Repeat the records exactly, minus the pictures.
--- Records shown ---
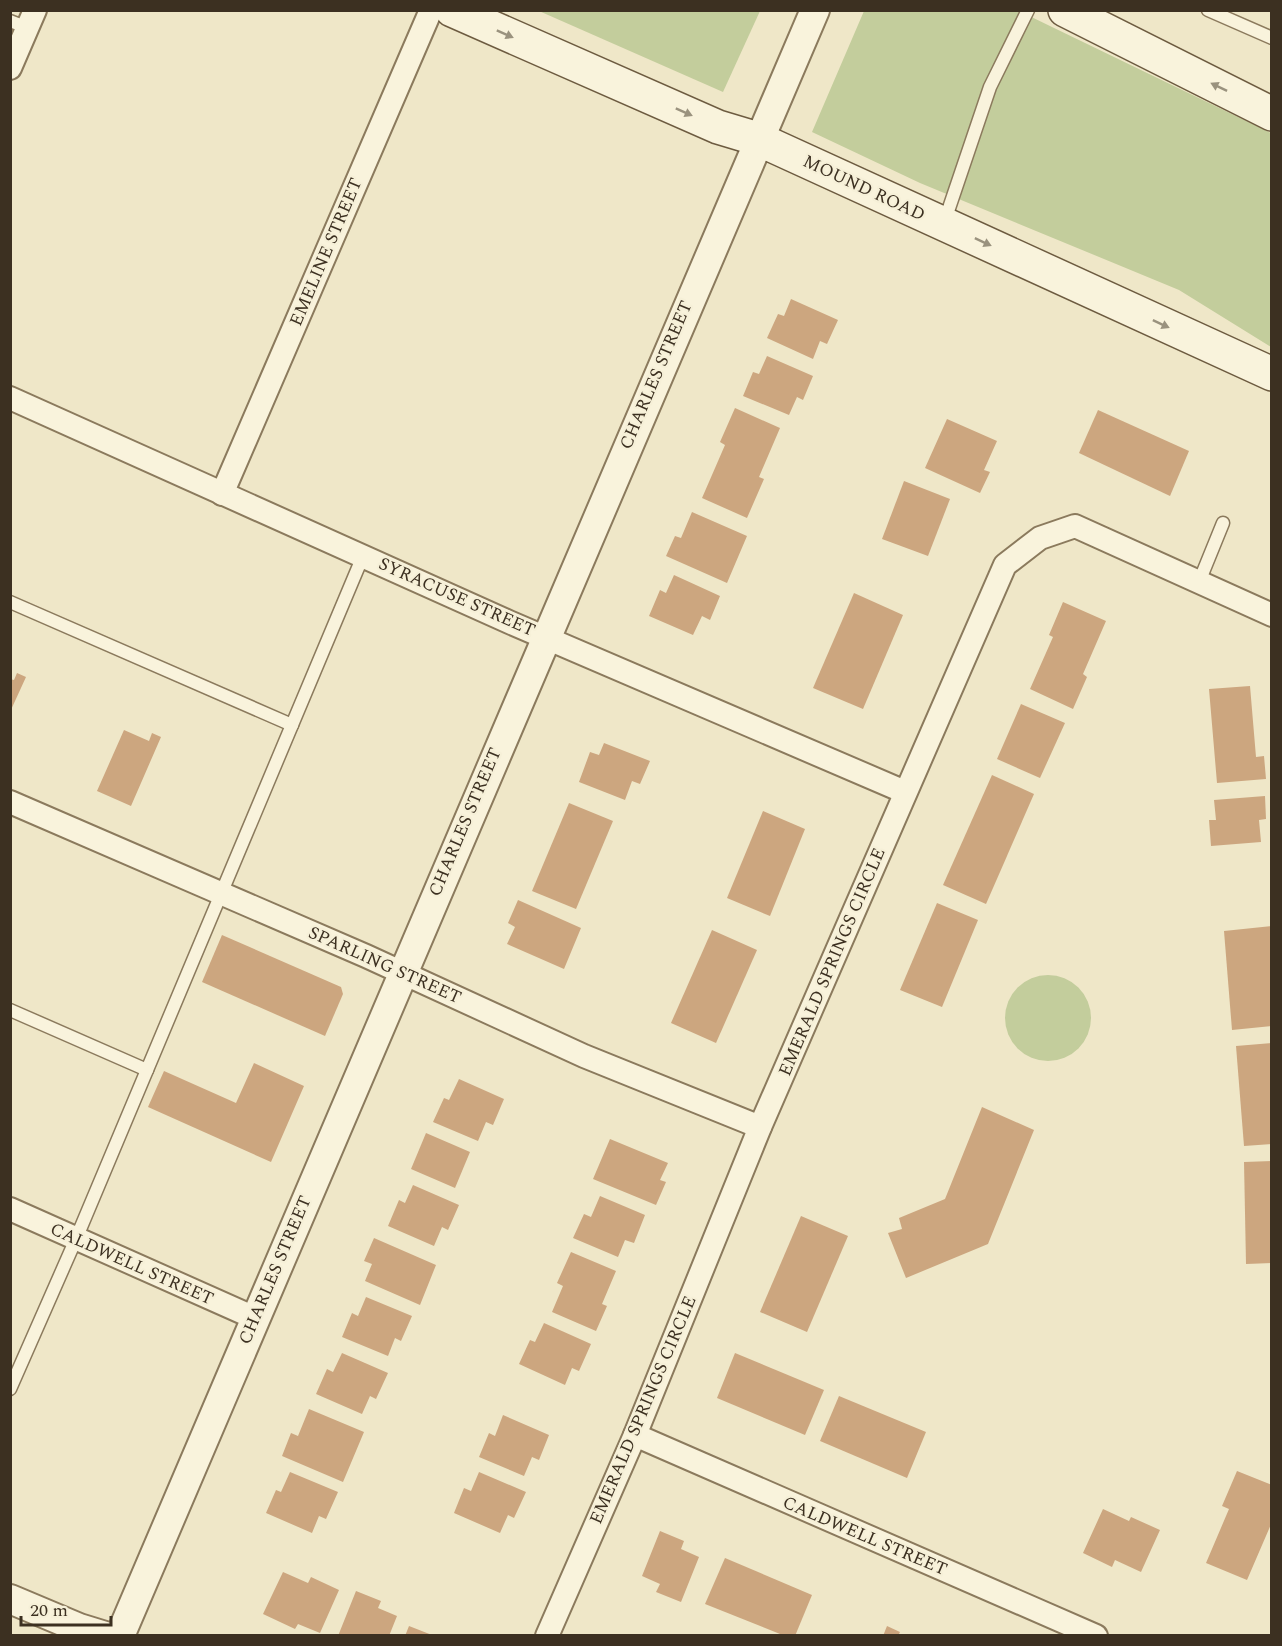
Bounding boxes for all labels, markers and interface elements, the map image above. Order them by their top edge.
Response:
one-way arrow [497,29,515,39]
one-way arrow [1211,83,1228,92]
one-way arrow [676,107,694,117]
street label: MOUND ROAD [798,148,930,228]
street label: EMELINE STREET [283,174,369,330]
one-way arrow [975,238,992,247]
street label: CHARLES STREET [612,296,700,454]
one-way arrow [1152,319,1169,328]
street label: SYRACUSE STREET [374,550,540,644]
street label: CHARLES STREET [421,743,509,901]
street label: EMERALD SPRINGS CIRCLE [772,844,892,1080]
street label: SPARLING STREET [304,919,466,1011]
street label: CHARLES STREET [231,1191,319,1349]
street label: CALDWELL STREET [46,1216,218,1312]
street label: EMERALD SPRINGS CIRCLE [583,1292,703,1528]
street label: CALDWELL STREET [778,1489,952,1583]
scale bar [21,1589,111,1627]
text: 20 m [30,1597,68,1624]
---
→ **Reply to the exercise**:
Bounding boxes for all labels, markers and interface elements, the map image above. Order them by their top edge.
Response:
one-way arrow [497,29,515,39]
one-way arrow [1211,83,1228,92]
one-way arrow [676,107,694,117]
street label: MOUND ROAD [798,148,930,228]
street label: EMELINE STREET [283,174,369,330]
one-way arrow [975,238,992,247]
street label: CHARLES STREET [612,296,700,454]
one-way arrow [1152,319,1169,328]
street label: SYRACUSE STREET [374,550,540,644]
street label: CHARLES STREET [421,743,509,901]
street label: EMERALD SPRINGS CIRCLE [772,844,892,1080]
street label: SPARLING STREET [304,919,466,1011]
street label: CHARLES STREET [231,1191,319,1349]
street label: CALDWELL STREET [46,1216,218,1312]
street label: EMERALD SPRINGS CIRCLE [583,1292,703,1528]
street label: CALDWELL STREET [778,1489,952,1583]
scale bar [21,1589,111,1627]
text: 20 m [30,1597,68,1624]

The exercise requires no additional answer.